-- Saved entries --
════
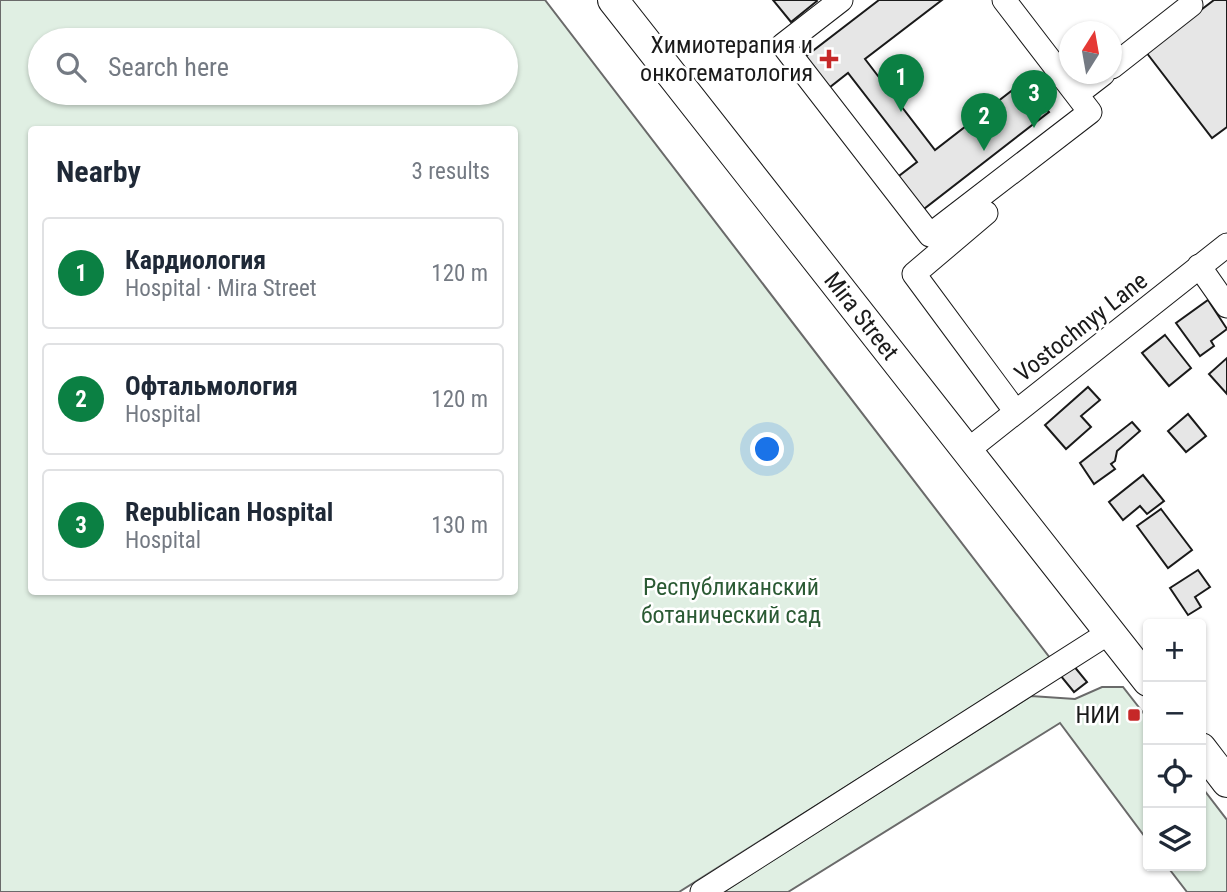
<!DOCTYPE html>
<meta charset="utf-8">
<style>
:root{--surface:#fff;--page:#f6f6f7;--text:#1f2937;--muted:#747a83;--line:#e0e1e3;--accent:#0b8043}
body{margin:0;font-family:"Roboto Condensed",sans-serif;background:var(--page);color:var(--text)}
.controls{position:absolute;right:21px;bottom:21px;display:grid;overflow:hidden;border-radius:7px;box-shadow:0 2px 5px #0004}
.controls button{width:63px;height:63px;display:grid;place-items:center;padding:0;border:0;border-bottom:2px solid var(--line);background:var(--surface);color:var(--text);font:35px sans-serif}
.compass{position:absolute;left:1059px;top:21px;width:63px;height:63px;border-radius:50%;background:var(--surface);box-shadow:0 2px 5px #0004;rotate:11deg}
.you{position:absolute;left:768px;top:450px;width:24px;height:24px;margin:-18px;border:5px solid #fff;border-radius:50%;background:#1a73e8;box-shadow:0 0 0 10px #1a73e833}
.badge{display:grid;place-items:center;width:46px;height:46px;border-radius:50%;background:var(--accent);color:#fff;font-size:23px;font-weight:700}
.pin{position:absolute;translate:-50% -58px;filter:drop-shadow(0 2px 4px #0008)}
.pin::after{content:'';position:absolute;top:37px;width:24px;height:21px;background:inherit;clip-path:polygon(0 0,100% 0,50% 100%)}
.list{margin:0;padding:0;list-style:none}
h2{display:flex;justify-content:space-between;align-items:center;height:91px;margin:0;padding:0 28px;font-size:30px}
h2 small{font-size:23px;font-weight:400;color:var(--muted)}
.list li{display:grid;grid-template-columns:46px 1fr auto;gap:21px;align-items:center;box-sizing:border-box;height:112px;margin:0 14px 14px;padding:0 14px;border:2px solid var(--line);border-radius:7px}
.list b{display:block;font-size:26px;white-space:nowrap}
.list p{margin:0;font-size:23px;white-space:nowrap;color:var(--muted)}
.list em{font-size:23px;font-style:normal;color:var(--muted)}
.icon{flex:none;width:38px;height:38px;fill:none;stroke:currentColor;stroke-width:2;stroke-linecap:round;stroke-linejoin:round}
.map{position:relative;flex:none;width:1227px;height:892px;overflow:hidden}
.search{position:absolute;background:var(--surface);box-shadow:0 2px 5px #0004;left:28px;top:28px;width:490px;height:77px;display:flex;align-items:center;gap:18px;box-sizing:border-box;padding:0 24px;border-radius:38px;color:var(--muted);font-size:26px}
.panel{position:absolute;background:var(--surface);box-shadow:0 2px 5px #0004;left:28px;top:126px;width:490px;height:469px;border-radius:7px}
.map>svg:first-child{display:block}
.green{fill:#e0efe3;stroke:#6a6a6a;stroke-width:2;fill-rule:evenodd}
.building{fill:#e6e6e6;stroke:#1a1a1a;stroke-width:2}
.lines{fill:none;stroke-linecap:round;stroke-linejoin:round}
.minor-casing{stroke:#1a1a1a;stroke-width:25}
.major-casing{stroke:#1a1a1a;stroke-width:32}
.minor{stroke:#fff;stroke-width:23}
.major{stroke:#fff;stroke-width:30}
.poi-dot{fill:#c62828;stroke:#fff;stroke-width:2.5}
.labels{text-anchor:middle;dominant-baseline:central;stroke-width:5;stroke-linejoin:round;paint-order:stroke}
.poi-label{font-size:24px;fill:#1a1a1a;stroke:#fff;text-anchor:end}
.street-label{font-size:24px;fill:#1a1a1a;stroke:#fff}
.park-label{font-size:24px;fill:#2b5a34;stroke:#fff}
</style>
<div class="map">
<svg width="1227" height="892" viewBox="0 0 1227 892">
<rect width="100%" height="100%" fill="#fff"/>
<!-- green -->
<path class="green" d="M0 0H545L1050 658 679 892H0ZM40 40H506V93H40ZM32 130H514V592H32Z
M1102 687H1123L1148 719V841L1060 723 788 892H723L1031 696 1075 699Z
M1201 786 1227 820V892H1187L1167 866H1201Z"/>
<!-- building -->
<path class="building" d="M773 0H816L817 1 791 22Z
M879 0H942L865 59 935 150 1024 81 1049 112 920 212 895 179 917 162 848 73 825 91 801 60Z
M1214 0H1227V127L1212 138 1146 52Z
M1208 300 1227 329 1211 341 1214 346 1200 356 1176 323Z
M1165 335 1191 368 1169 386 1142 353Z
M1227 358V394L1209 374Z
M1088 387 1100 400 1081 416 1091 427 1066 449 1045 425Z
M1188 414 1206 436 1186 452 1168 431Z
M1132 422 1140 431 1117 451 1115 461 1111 464 1115 469 1094 484 1080 463Z
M1143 475 1164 501 1147 514 1140 506 1123 520 1109 502Z
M1161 509 1192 550 1168 568 1137 526Z
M1198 570 1210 587 1195 597 1201 607 1188 615 1170 588Z
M1073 665 1087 682 1074 692 1060 675Z"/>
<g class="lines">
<defs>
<path id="minor" d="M841 0 783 45 930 235 1090 112 1004 0
M1112 67 1191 5
M1077 94 1103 74
M986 213 914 274 1016 412
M1199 266 1227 306
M968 450 1227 245
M702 892 1110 632"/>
<g id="major">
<path id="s1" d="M613 0 1148 681"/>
<path d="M1201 748 1227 782"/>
</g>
</defs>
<!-- minor casing -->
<use href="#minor" class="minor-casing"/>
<!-- major casing -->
<use href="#major" class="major-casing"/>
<!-- minor -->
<use href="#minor" class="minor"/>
<!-- major -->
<use href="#major" class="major"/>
</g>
<!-- markers -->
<g class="poi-dot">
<path d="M825.5 48.5h7v7h7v7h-7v7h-7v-7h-7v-7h7z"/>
<rect x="1127" y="708" width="14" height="14" rx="3.5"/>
</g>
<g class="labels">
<!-- poi labels -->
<g class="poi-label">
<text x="813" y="45">Химиотерапия и<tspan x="813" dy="28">онкогематология</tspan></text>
<text x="1120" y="715">НИИ</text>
</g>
<!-- street labels -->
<g class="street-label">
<text stroke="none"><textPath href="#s1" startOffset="402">Mira Street</textPath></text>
<text transform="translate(1081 327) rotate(-38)">Vostochnyy Lane</text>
</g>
<!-- park labels -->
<g class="park-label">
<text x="731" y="587">Республиканский<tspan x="731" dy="28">ботанический сад</tspan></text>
</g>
</g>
</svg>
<div class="controls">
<button>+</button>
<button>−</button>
<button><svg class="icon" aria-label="locate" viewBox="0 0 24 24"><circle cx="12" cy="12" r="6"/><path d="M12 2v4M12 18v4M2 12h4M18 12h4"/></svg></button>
<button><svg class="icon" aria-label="layers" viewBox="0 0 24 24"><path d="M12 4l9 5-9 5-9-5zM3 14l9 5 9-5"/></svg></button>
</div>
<svg class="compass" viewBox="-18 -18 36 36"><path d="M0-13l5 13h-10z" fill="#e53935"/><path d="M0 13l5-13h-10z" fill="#747a83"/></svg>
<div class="you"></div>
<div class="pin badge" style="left:901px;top:112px">1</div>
<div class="pin badge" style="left:984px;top:151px">2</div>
<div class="pin badge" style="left:1034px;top:128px">3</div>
<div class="search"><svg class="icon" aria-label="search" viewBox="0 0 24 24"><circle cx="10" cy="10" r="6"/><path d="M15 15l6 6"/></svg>Search here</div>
<section class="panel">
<h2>Nearby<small>3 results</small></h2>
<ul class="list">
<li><span class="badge">1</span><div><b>Кардиология</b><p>Hospital · Mira Street</p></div><em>120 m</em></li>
<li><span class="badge">2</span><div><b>Офтальмология</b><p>Hospital</p></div><em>120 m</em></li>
<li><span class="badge">3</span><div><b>Republican Hospital</b><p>Hospital</p></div><em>130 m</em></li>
</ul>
</section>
</div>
════
-- What the exercise asks --
Where a line of the data above includes the string "linejoin", pull it out.

-- Response area --
.icon{flex:none;width:38px;height:38px;fill:none;stroke:currentColor;stroke-width:2;stroke-linecap:round;stroke-linejoin:round}
.lines{fill:none;stroke-linecap:round;stroke-linejoin:round}
.labels{text-anchor:middle;dominant-baseline:central;stroke-width:5;stroke-linejoin:round;paint-order:stroke}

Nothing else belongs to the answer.